Walking through Moncton's mature neighbourhoods a treat

Published Friday May 9th, 2008
A20

There's nothing like walking to get the feel of a neighbourhood. Paul Mowrer used to say that absorbing a new landscape was a bit like appreciating a piece of music -- it must be taken at the right tempo.

Caption
Bill Robb/This Week
Henry Street has lovely old homes, many sustaining years of wear and tear and others restored or given new siding and windows.

He's right. Even a bicycle goes too fast, and a car just whizzes past all the nuances and sounds that make any neighbourhood special.
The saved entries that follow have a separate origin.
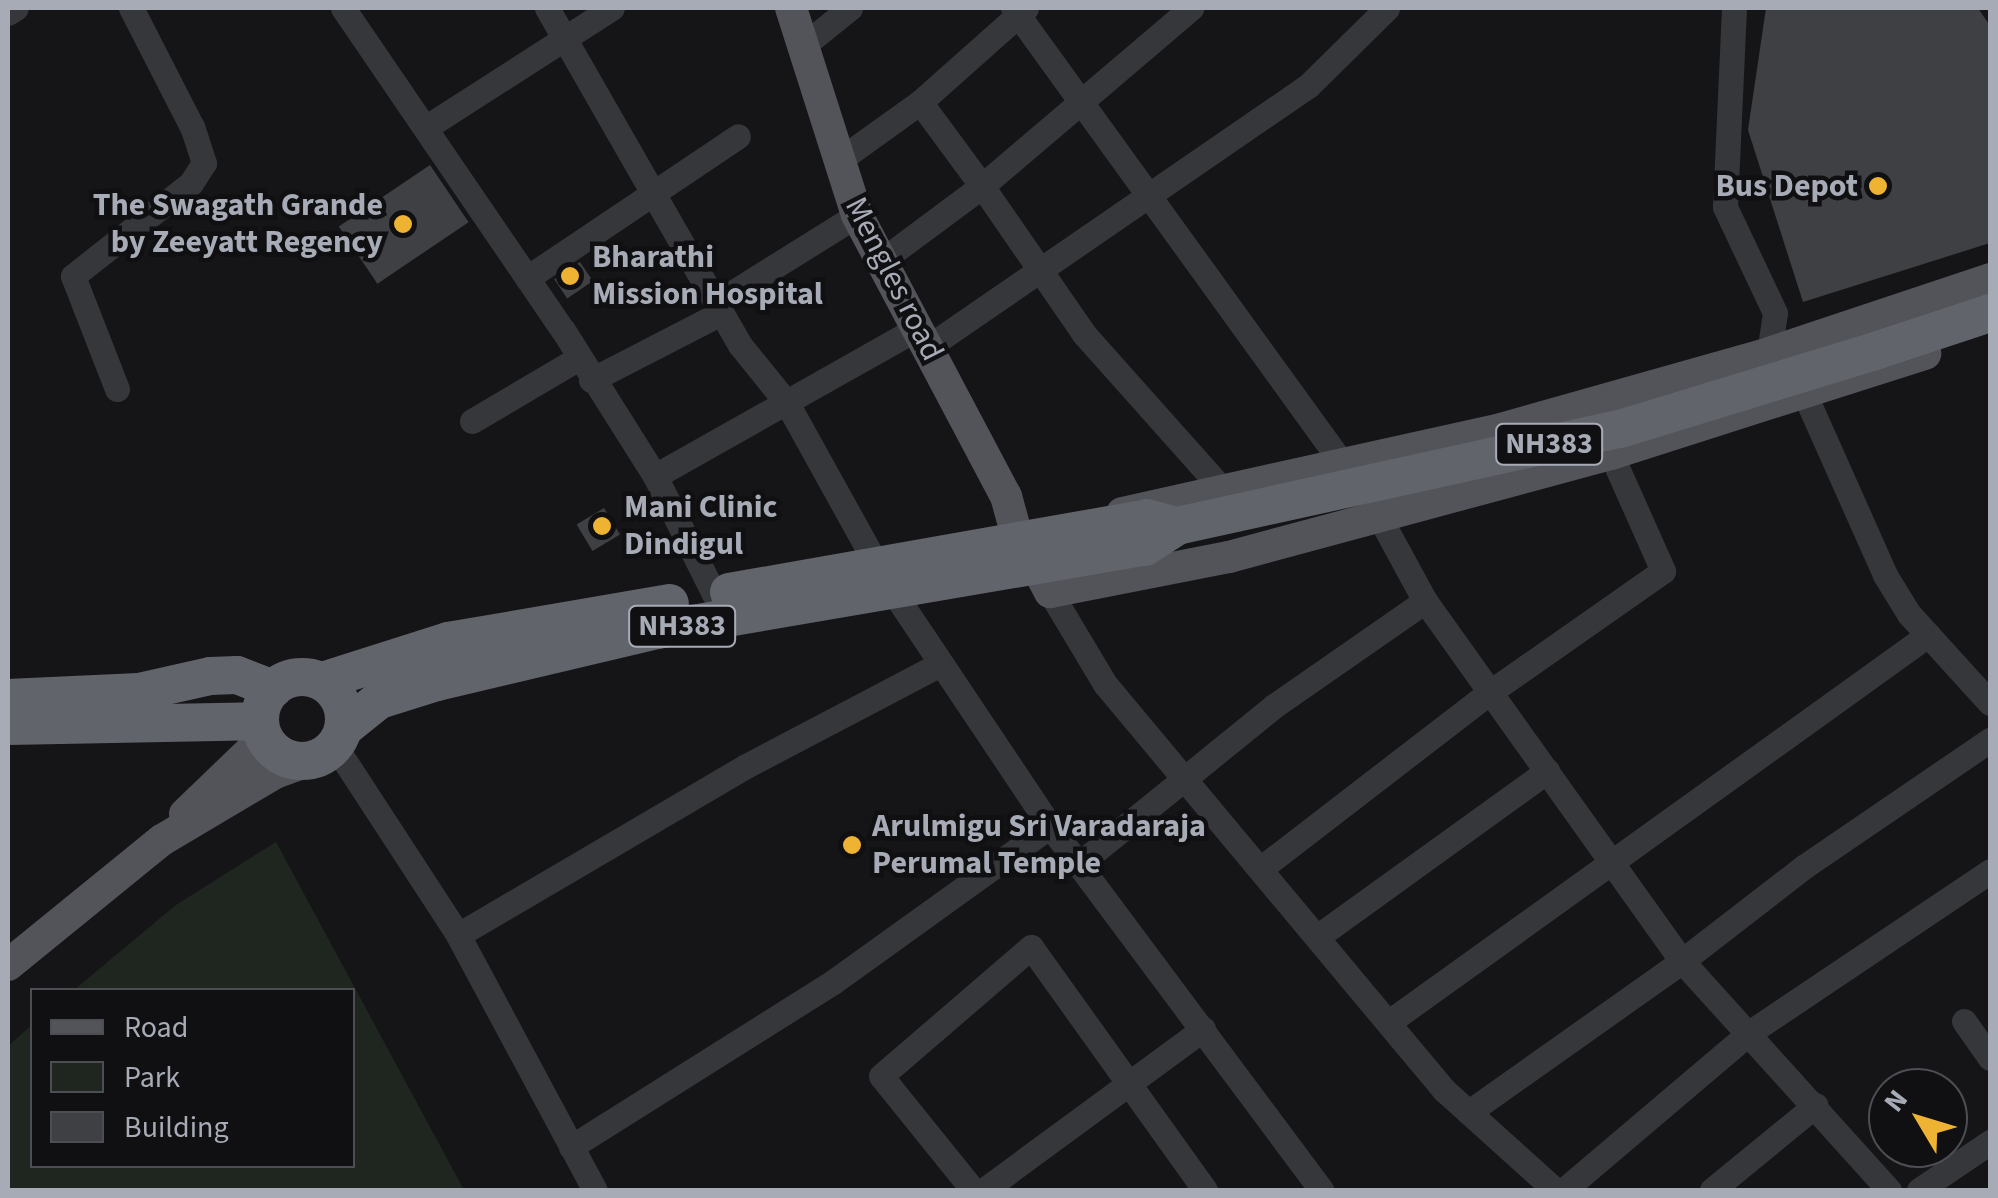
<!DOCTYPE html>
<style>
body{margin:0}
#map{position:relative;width:1998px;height:1198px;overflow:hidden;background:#151517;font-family:"Source Sans 3",sans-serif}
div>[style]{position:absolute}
.green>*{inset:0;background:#1f2620}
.building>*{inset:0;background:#3f4044;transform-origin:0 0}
.minor>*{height:25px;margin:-12.5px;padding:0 12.5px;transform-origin:12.5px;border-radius:12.5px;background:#36373b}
.major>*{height:32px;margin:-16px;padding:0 16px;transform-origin:16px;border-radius:16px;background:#52545a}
.highway>*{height:38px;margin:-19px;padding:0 19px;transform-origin:19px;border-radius:19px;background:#62646c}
.highway>.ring{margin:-19px;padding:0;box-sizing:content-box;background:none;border:38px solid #62646c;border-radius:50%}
.highway-bridge>*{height:38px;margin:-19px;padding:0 19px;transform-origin:19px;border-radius:19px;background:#62646c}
.dots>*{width:28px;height:28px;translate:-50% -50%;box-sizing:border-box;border:5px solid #101012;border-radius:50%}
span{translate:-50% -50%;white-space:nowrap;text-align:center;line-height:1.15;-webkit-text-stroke:9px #101012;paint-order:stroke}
.shield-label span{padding:2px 8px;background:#101012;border:2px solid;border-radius:8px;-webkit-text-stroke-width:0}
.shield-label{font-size:30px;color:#a7abb6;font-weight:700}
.poi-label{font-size:32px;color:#a7abb6;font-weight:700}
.right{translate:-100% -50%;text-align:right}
.left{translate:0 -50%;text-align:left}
.street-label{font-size:32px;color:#a7abb6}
.frame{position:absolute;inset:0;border:10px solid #a7abb6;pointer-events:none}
.legend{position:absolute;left:30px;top:988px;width:325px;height:180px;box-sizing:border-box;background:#101012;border:2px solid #4c4e54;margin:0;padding:12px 18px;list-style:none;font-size:30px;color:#a7abb6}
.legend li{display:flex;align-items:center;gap:20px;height:50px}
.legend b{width:50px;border:2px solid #4c4e54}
.north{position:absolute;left:1868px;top:1068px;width:100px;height:100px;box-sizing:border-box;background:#101012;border:2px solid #4c4e54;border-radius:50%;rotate:308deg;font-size:28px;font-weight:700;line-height:40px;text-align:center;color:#a7abb6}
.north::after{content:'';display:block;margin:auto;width:35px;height:45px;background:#efb334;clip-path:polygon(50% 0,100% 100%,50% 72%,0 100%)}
</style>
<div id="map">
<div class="green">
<i style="clip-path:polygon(276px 842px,464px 1190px,8px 1190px,8px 1046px,32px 1025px,32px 1166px,352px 1166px,352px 990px,74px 990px,176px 905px)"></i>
</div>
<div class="building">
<i style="clip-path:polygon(1766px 8px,1978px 8px,1990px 26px,1990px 243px,1803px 302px,1748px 130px)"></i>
<i style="left:430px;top:165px;width:69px;height:110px;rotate:56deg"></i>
<i style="left:580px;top:262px;width:23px;height:31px;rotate:56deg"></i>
<i style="left:604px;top:508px;width:31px;height:32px;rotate:59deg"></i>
</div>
<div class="minor">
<i style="left:343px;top:8px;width:390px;rotate:55.7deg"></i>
<i style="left:563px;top:330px;width:173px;rotate:57.8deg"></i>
<i style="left:655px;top:476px;width:132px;rotate:63.4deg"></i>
<i style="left:547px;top:8px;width:388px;rotate:60.2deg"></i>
<i style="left:740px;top:345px;width:75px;rotate:51deg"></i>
<i style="left:787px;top:403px;width:188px;rotate:61deg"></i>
<i style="left:1013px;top:8px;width:561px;rotate:54.13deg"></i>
<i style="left:1026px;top:8px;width:142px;rotate:138.4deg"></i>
<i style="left:920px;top:102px;width:104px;rotate:53.6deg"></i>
<i style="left:982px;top:186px;width:275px;rotate:-40.4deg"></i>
<i style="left:1734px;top:8px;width:199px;rotate:92.6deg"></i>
<i style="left:1725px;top:207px;width:117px;rotate:64.7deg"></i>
<i style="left:1775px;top:313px;width:40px;rotate:98.5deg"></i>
<i style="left:8px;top:13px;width:9px;rotate:-32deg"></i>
<i style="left:804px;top:45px;width:59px;rotate:-38.8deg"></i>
<i style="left:425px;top:128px;width:222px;rotate:-32.7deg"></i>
<i style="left:838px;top:161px;width:101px;rotate:-35.7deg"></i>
<i style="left:881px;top:261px;width:126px;rotate:-36.6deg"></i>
<i style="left:982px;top:186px;width:180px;rotate:55.4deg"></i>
<i style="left:1084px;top:334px;width:209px;rotate:48.3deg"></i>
<i style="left:527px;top:278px;width:254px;rotate:-33.9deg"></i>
<i style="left:716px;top:303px;width:166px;rotate:-32deg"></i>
<i style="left:928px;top:347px;width:461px;rotate:-34.5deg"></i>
<i style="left:1308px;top:86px;width:111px;rotate:-44.6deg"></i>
<i style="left:591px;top:380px;width:146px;rotate:-27.3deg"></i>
<i style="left:117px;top:389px;width:121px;rotate:-111.3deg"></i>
<i style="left:73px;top:276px;width:150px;rotate:-38.2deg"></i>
<i style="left:191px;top:183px;width:24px;rotate:-57deg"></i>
<i style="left:204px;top:163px;width:38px;rotate:-108deg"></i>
<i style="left:192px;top:127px;width:134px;rotate:-117.1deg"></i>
<i style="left:1805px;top:395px;width:197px;rotate:66deg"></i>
<i style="left:1885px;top:575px;width:46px;rotate:58.4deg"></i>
<i style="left:1909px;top:614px;width:120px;rotate:47.7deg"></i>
<i style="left:472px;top:421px;width:124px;rotate:-30.5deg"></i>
<i style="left:1611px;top:454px;width:128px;rotate:66deg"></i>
<i style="left:1663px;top:571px;width:211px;rotate:145deg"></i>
<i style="left:1490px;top:692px;width:330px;rotate:54.5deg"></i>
<i style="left:1682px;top:961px;width:155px;rotate:-37.7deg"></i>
<i style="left:1805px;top:866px;width:224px;rotate:-34.3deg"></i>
<i style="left:655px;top:476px;width:303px;rotate:-29.4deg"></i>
<i style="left:1050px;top:592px;width:107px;rotate:59.1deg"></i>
<i style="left:1105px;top:684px;width:529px;rotate:50.14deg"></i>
<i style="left:1444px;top:1090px;width:149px;rotate:42deg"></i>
<i style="left:894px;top:593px;width:280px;rotate:56.2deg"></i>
<i style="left:1050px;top:826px;width:454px;rotate:53.3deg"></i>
<i style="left:335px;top:746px;width:225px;rotate:56.9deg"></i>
<i style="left:458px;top:935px;width:289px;rotate:61.8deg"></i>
<i style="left:1079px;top:864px;width:251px;rotate:-39deg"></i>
<i style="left:1274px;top:706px;width:184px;rotate:-34.8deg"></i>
<i style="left:1260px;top:869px;width:290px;rotate:-37.6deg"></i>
<i style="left:1490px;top:692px;width:112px;rotate:-125.5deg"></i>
<i style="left:1425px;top:601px;width:94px;rotate:-118.5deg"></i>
<i style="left:458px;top:935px;width:334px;rotate:-30.4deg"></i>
<i style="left:746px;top:766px;width:217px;rotate:-27.7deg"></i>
<i style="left:1317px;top:937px;width:284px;rotate:-35.8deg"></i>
<i style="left:1964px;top:1021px;width:45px;rotate:54.9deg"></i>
<i style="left:1389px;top:1022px;width:664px;rotate:-35.68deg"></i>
<i style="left:1469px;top:1112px;width:261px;rotate:-35.3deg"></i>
<i style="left:1682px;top:961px;width:309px;rotate:47.9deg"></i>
<i style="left:571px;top:1147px;width:310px;rotate:-32.2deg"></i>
<i style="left:833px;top:982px;width:267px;rotate:-35.7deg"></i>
<i style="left:973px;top:1190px;width:146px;rotate:-128.9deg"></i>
<i style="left:881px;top:1076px;width:198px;rotate:-40.7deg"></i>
<i style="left:1031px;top:947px;width:299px;rotate:54.4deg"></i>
<i style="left:984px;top:1190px;width:272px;rotate:-36.3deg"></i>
<i style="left:1564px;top:1190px;width:243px;rotate:-40.3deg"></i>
<i style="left:1749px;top:1033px;width:290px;rotate:-33.9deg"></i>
<i style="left:1712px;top:1190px;width:134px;rotate:-39.3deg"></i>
<i style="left:1919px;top:1190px;width:86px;rotate:-34.1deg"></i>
</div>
<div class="major">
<i style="left:791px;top:8px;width:217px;rotate:72.3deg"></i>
<i style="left:857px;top:215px;width:318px;rotate:62.1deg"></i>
<i style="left:1006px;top:496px;width:46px;rotate:74.7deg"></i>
<i style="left:1122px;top:513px;width:388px;rotate:-12.5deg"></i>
<i style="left:1501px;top:429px;width:279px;rotate:-15.8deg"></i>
<i style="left:1769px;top:353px;width:233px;rotate:-18.5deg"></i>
<i style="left:1035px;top:564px;width:32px;rotate:62deg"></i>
<i style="left:1050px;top:592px;width:182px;rotate:-11.1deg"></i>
<i style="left:1229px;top:557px;width:396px;rotate:-15.1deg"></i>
<i style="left:1611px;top:454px;width:330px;rotate:-17.7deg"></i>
<i style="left:185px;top:814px;width:110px;rotate:-43.9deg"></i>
<i style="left:8px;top:965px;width:198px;rotate:-39.1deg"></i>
<i style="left:162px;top:840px;width:131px;rotate:-30.7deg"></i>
<i style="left:275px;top:773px;width:38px;rotate:-20deg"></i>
</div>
<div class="highway">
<i style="left:729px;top:592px;width:424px;rotate:-10deg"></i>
<i style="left:1147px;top:518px;width:31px;rotate:15deg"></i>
<i class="ring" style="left:260px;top:677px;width:46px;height:46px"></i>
<i style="left:322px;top:681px;width:132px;rotate:-17.6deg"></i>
<i style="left:448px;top:641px;width:225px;rotate:-9.7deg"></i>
<i style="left:8px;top:698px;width:131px;rotate:-2.6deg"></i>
<i style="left:139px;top:692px;width:73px;rotate:-12.7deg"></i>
<i style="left:210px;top:676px;width:27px;rotate:-2deg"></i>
<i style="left:237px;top:675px;width:39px;rotate:21deg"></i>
<i style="left:8px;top:726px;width:252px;rotate:-1.1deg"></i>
<i style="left:343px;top:729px;width:46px;rotate:-38.9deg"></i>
<i style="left:379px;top:700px;width:61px;rotate:-17.2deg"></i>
<i style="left:437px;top:682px;width:226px;rotate:-13.3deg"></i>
<i style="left:657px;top:630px;width:495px;rotate:-9.7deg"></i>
<i style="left:1145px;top:547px;width:38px;rotate:-33deg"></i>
<i style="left:1177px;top:526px;width:453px;rotate:-12.4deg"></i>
<i style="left:1620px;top:429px;width:270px;rotate:-17deg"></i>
</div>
<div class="highway-bridge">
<i style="left:1878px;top:350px;width:118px;rotate:-18.3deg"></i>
</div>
<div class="dots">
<i style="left:1878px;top:186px;background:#efb334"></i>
<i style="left:403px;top:224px;background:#efb334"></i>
<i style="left:570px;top:276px;background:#efb334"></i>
<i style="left:602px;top:526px;background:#efb334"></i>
<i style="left:852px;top:845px;background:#efb334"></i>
</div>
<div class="shield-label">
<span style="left:1549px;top:444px">NH383</span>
<span style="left:682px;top:626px">NH383</span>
</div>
<div class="poi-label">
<span class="right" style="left:1858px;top:186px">Bus Depot</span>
<span class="right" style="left:383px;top:224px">The Swagath Grande<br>by Zeeyatt Regency</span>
<span class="left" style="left:592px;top:276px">Bharathi<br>Mission Hospital</span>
<span class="left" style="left:624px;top:526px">Mani Clinic<br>Dindigul</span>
<span class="left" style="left:872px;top:845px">Arulmigu Sri Varadaraja<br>Perumal Temple</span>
</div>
<div class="street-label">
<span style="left:894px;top:279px;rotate:63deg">Mengles road</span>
</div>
<div class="frame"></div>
<ul class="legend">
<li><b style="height:12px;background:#52545a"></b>Road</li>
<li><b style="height:28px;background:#1f2620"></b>Park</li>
<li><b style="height:28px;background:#3f4044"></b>Building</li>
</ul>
<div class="north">N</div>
</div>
This week I visited a mature part of Moncton, the cluster of streets in the neighbourhood of Moncton High School.

The photograph shows Henry Street, which stretches parallel to Church Street, but a block north. It has lovely old homes, many boldly sustaining the years of wear and tear and others painstakingly restored or given new looks with siding and windows.

The street ends at a children's playground where the sounds of laughter echo through the neighbourhood now that spring is here. Where Henry reaches Fernand Landry Street, you can turn left and walk behind the Department of Fisheries and Oceans building (once College Notre Dame D'Acadie, an all-girls' school. Walk past Robinson to Lutz and head back up to Mountain Road for a long walk.

On Lutz, on your right where there is now a huge vacant lot, the old Lane's Bakery stood for many years, filling the air with the wonderful smell of baking bread. This is a charming and historic part of the City of Moncton, and one worthy of a closer look. It is a perfect example of an older neighbourhood in the process of reinventing itself.

There is a tremendous convenience to living in this part of town of course, since one can easily walk to Main Street, but also to the Dr. Georges Dumont Hospital and other downtown institutions.

I like these streets especially, because you can't get lost if you just keep walking on parallel streets, with all leading back to Mountain Road.

It reminds me of the great Abraham Lincoln, one of the world's most famous walkers, who admitted: "I am a slow walker, but I never walk backwards."